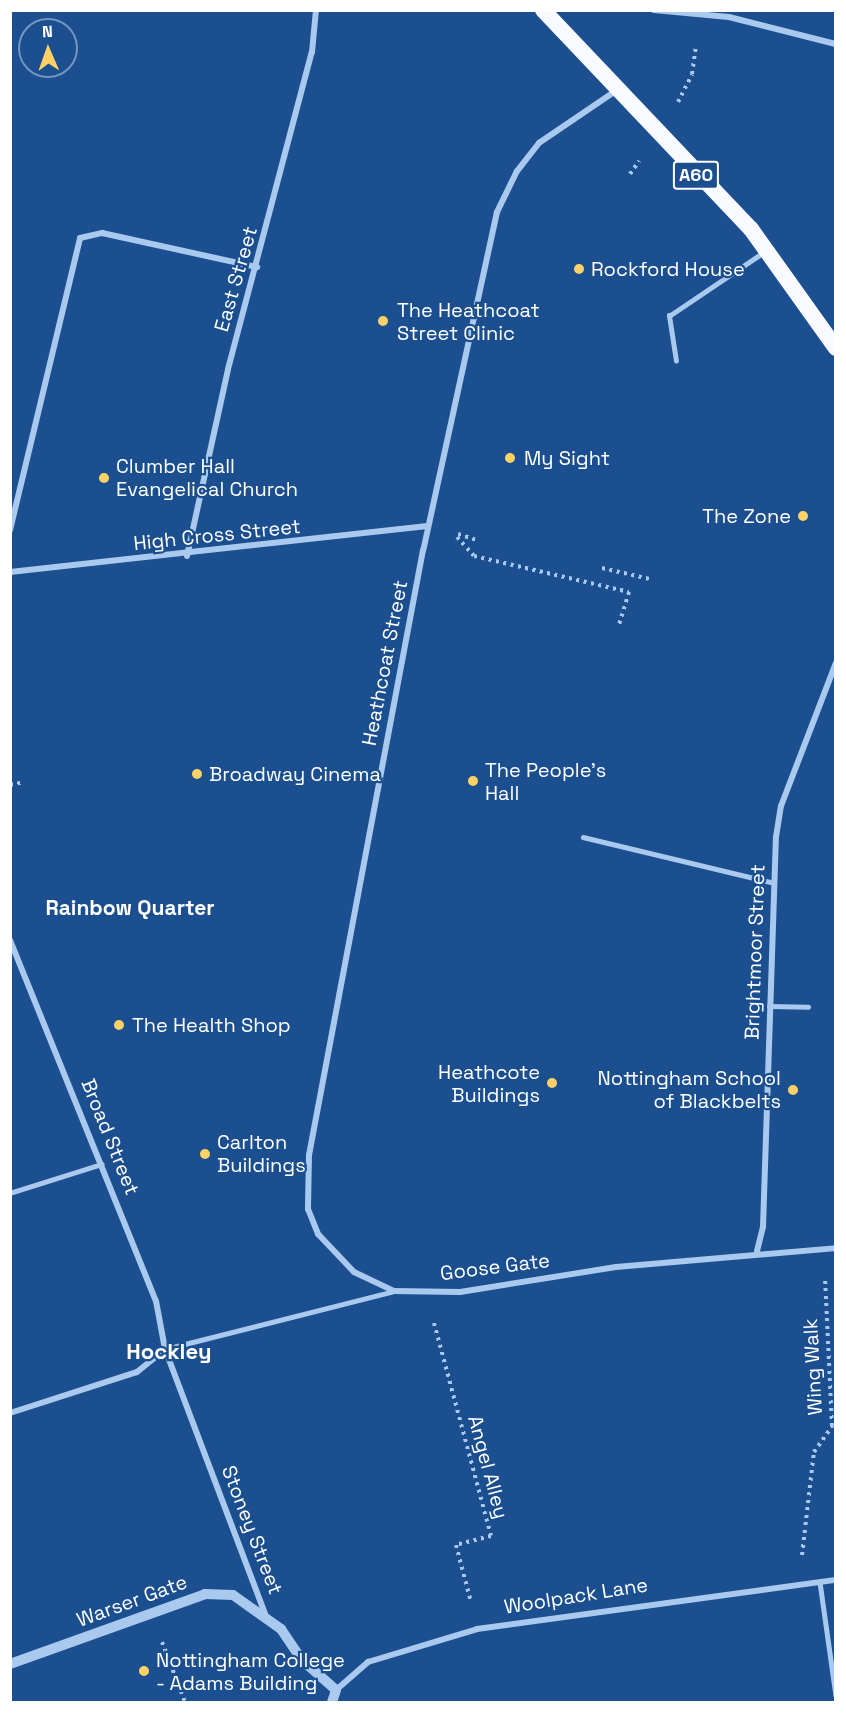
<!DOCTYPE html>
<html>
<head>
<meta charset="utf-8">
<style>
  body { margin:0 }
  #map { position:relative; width:846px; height:1713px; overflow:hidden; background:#1b4f8f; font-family:"Space Grotesk",sans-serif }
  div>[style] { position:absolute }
  .path>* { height:4px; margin-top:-2px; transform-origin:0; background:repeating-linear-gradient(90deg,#a9c9ee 0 3px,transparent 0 7.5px) }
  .service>* { height:4.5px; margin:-2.25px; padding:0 2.25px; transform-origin:2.25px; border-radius:2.25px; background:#a9c9ee }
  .pedestrian>* { height:5px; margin:-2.5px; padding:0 2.5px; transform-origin:2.5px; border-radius:2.5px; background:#a9c9ee }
  .minor>* { height:6px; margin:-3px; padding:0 3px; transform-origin:3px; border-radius:3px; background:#a9c9ee }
  .tertiary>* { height:10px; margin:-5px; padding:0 5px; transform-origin:5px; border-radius:5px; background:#a9c9ee }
  .trunk>* { height:16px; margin:-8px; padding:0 8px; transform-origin:8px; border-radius:8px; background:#f8faff }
  .dots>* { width:16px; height:16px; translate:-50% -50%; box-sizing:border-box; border:3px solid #1b4f8f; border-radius:50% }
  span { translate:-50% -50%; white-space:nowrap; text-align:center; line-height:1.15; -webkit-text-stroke:4.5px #1b4f8f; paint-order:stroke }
  .shield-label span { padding:2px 4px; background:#1b4f8f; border:2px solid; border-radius:4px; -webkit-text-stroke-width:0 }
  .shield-label { font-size:18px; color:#fff; font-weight:700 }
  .poi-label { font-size:20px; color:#fff }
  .left { translate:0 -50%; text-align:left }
  .right { translate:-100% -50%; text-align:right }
  .street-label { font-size:20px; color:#fff }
  .neighbourhood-label { font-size:21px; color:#fff; font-weight:700 }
  .quarter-label { font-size:22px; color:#fff; font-weight:700 }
  .frame { position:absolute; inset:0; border:12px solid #fff; pointer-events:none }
  .north { position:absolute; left:18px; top:18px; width:60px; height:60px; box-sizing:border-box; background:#1b4f8f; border:2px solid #7695bc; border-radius:50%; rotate:358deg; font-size:16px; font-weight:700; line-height:24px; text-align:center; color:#fff }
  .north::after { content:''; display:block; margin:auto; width:21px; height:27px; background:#ffd166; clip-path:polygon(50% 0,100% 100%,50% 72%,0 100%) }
</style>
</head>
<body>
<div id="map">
  <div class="path">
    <div style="left:678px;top:102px;width:31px;rotate:-63deg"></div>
    <div style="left:692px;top:74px;width:30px;rotate:-82deg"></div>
    <div style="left:630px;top:174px;width:16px;rotate:-55deg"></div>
    <div style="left:458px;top:534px;width:20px;rotate:18deg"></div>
    <div style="left:457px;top:537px;width:25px;rotate:48deg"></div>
    <div style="left:474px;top:556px;width:159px;rotate:13.1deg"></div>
    <div style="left:629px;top:592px;width:37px;rotate:107deg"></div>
    <div style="left:602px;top:568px;width:49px;rotate:12.9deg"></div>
    <div style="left:10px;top:785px;width:14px;rotate:-12deg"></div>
    <div style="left:434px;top:1323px;width:220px;rotate:75deg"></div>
    <div style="left:491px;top:1536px;width:36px;rotate:166deg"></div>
    <div style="left:456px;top:1545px;width:59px;rotate:75.3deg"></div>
    <div style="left:802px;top:1555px;width:104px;rotate:-83.4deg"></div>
    <div style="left:814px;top:1452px;width:32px;rotate:-55deg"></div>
    <div style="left:832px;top:1426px;width:147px;rotate:-92.7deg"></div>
    <div style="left:162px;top:1642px;width:64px;rotate:69deg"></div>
  </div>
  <div class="service">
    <div style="left:676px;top:361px;width:46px;rotate:-98.8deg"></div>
    <div style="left:669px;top:316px;width:115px;rotate:-34deg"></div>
    <div style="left:583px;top:837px;width:196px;rotate:13.5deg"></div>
    <div style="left:769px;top:1006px;width:39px;rotate:1deg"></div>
    <div style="left:10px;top:1193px;width:96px;rotate:-17.5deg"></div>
    <div style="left:820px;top:1582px;width:115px;rotate:82deg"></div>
  </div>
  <div class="pedestrian">
    <div style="left:165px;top:1349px;width:236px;rotate:-14.2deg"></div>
  </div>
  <div class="minor">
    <div style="left:654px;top:10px;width:75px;rotate:5.3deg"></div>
    <div style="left:729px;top:17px;width:110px;rotate:14.2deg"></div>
    <div style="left:617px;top:90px;width:94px;rotate:145.8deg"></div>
    <div style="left:539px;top:143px;width:36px;rotate:128deg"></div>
    <div style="left:517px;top:171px;width:46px;rotate:116deg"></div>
    <div style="left:497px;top:212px;width:346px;rotate:102.3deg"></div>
    <div style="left:423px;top:550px;width:616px;rotate:100.67deg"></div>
    <div style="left:309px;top:1155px;width:54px;rotate:91.1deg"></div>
    <div style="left:308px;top:1209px;width:27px;rotate:68deg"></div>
    <div style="left:318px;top:1234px;width:52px;rotate:46.5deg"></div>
    <div style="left:354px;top:1272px;width:44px;rotate:25.4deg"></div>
    <div style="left:394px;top:1291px;width:66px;rotate:0.9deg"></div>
    <div style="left:460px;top:1292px;width:158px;rotate:-9.1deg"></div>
    <div style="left:616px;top:1267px;width:221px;rotate:-4.9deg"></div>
    <div style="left:10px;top:530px;width:300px;rotate:-76.5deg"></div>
    <div style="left:80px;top:238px;width:23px;rotate:-13deg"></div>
    <div style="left:102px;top:233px;width:159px;rotate:12.4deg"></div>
    <div style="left:187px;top:556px;width:191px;rotate:-77.6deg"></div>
    <div style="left:228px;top:369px;width:328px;rotate:-75.2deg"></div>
    <div style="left:312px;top:52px;width:42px;rotate:-84.6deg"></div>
    <div style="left:10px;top:572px;width:420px;rotate:-6.3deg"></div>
    <div style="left:10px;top:940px;width:389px;rotate:68deg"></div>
    <div style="left:156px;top:1301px;width:49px;rotate:79.4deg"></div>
    <div style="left:757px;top:1251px;width:25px;rotate:-76deg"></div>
    <div style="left:763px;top:1227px;width:390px;rotate:-88.1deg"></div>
    <div style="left:776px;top:837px;width:31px;rotate:-81deg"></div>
    <div style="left:781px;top:806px;width:153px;rotate:-69deg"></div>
    <div style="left:165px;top:1349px;width:283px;rotate:69.3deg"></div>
    <div style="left:10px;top:1413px;width:133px;rotate:-17.9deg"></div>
    <div style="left:137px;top:1372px;width:36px;rotate:-39deg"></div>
    <div style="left:336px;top:1690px;width:43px;rotate:-41.2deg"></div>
    <div style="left:368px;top:1662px;width:114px;rotate:-16.8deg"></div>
    <div style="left:477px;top:1629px;width:362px;rotate:-7.8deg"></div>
  </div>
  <div class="tertiary">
    <div style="left:10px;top:1664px;width:207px;rotate:-19.7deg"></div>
    <div style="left:205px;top:1594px;width:28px;rotate:2deg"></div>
    <div style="left:233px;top:1595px;width:59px;rotate:35.3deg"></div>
    <div style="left:281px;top:1629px;width:37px;rotate:56deg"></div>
    <div style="left:302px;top:1660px;width:45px;rotate:41.4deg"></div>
    <div style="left:336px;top:1690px;width:13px;rotate:108deg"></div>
  </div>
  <div class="trunk">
    <div style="left:543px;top:10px;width:302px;rotate:46.5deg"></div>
    <div style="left:751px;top:229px;width:146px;rotate:54.5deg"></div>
  </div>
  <div class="dots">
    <div style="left:579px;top:269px;background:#ffd166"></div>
    <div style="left:383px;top:321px;background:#ffd166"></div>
    <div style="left:510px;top:458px;background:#ffd166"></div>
    <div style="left:104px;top:478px;background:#ffd166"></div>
    <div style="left:803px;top:516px;background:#ffd166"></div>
    <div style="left:197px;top:774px;background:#ffd166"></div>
    <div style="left:473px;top:781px;background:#ffd166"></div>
    <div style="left:119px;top:1025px;background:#ffd166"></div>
    <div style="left:552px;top:1083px;background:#ffd166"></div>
    <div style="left:793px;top:1090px;background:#ffd166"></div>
    <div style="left:205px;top:1154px;background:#ffd166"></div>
    <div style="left:144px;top:1671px;background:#ffd166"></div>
  </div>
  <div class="shield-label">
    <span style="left:696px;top:175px">A60</span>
  </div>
  <div class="poi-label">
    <span class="left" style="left:591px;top:269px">Rockford House</span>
    <span class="left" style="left:397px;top:322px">The Heathcoat<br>Street Clinic</span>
    <span class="left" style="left:524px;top:458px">My Sight</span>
    <span class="left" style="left:116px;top:478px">Clumber Hall<br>Evangelical Church</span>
    <span class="right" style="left:791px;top:516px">The Zone</span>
    <span class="left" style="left:485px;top:782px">The People's<br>Hall</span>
    <span class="left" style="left:209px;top:774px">Broadway Cinema</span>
    <span class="left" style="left:132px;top:1025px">The Health Shop</span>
    <span class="right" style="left:540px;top:1084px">Heathcote<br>Buildings</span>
    <span class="right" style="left:781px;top:1090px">Nottingham School<br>of Blackbelts</span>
    <span class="left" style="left:217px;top:1154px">Carlton<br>Buildings</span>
    <span class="left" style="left:156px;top:1672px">Nottingham College<br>- Adams Building</span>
  </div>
  <div class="street-label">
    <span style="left:236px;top:279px;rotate:-74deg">East Street</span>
    <span style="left:217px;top:535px;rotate:-6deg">High Cross Street</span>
    <span style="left:385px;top:663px;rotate:-79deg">Heathcoat Street</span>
    <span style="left:755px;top:952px;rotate:-88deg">Brightmoor Street</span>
    <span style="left:110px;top:1137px;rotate:68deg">Broad Street</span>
    <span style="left:495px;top:1267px;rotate:-7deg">Goose Gate</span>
    <span style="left:813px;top:1367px;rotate:-93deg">Wing Walk</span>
    <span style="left:488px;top:1467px;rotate:75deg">Angel Alley</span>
    <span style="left:252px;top:1530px;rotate:69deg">Stoney Street</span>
    <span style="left:576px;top:1596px;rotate:-9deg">Woolpack Lane</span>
    <span style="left:132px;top:1601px;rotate:-20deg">Warser Gate</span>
  </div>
  <div class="neighbourhood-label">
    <span style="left:130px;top:908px">Rainbow Quarter</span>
  </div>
  <div class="quarter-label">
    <span style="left:169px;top:1352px">Hockley</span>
  </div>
  <div class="frame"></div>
  <div class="north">N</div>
</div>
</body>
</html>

..........

▶ _Task details_
Only lines of the material that contain the word "service" belong in the answer; copy each one.

▶ _Answer space_
  .service>* { height:4.5px; margin:-2.25px; padding:0 2.25px; transform-origin:2.25px; border-radius:2.25px; background:#a9c9ee }
  <div class="service">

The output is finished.